Saved data entries
---+---
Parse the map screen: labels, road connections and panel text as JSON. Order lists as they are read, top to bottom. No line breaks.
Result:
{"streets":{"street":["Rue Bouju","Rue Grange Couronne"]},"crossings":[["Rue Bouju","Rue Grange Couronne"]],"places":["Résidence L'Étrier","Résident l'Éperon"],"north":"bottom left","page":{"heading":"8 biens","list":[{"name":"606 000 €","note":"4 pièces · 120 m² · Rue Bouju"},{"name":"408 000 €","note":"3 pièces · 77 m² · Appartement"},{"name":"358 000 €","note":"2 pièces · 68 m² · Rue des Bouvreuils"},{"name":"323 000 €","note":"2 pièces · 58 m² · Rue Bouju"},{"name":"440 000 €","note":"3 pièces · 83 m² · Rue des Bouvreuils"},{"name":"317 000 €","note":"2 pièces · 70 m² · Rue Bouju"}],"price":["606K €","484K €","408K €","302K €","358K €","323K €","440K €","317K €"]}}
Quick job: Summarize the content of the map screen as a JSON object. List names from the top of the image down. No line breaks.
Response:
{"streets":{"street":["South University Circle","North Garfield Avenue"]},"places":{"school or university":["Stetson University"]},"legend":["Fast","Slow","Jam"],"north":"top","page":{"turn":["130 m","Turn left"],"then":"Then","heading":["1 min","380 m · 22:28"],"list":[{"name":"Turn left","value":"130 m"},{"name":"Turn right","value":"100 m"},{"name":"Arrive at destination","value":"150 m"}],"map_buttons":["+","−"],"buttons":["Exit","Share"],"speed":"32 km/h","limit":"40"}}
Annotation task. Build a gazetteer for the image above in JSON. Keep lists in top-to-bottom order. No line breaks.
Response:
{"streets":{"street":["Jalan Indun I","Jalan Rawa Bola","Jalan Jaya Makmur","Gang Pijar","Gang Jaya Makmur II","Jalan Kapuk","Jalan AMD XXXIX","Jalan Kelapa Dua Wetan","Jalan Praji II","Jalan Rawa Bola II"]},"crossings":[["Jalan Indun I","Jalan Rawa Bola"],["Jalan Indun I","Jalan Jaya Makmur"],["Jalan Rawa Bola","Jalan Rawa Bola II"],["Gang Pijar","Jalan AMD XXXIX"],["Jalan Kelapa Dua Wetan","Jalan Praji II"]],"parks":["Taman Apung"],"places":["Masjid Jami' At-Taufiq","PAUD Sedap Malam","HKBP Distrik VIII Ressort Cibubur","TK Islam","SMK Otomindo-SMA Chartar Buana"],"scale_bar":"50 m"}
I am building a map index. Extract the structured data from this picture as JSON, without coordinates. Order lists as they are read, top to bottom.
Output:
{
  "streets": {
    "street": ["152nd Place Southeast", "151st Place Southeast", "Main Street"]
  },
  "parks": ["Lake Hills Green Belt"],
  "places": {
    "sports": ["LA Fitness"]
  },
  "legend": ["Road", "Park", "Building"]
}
---+---
*Problem details*: From the records above, extract exactly and only the lines that begin at the line with "Quick job: Summarize" and stop after the line with "Annotation task. Build".

*Task result*:
Quick job: Summarize the content of the map screen as a JSON object. List names from the top of the image down. No line breaks.
Response:
{"streets":{"street":["South University Circle","North Garfield Avenue"]},"places":{"school or university":["Stetson University"]},"legend":["Fast","Slow","Jam"],"north":"top","page":{"turn":["130 m","Turn left"],"then":"Then","heading":["1 min","380 m · 22:28"],"list":[{"name":"Turn left","value":"130 m"},{"name":"Turn right","value":"100 m"},{"name":"Arrive at destination","value":"150 m"}],"map_buttons":["+","−"],"buttons":["Exit","Share"],"speed":"32 km/h","limit":"40"}}
Annotation task. Build a gazetteer for the image above in JSON. Keep lists in top-to-bottom order. No line breaks.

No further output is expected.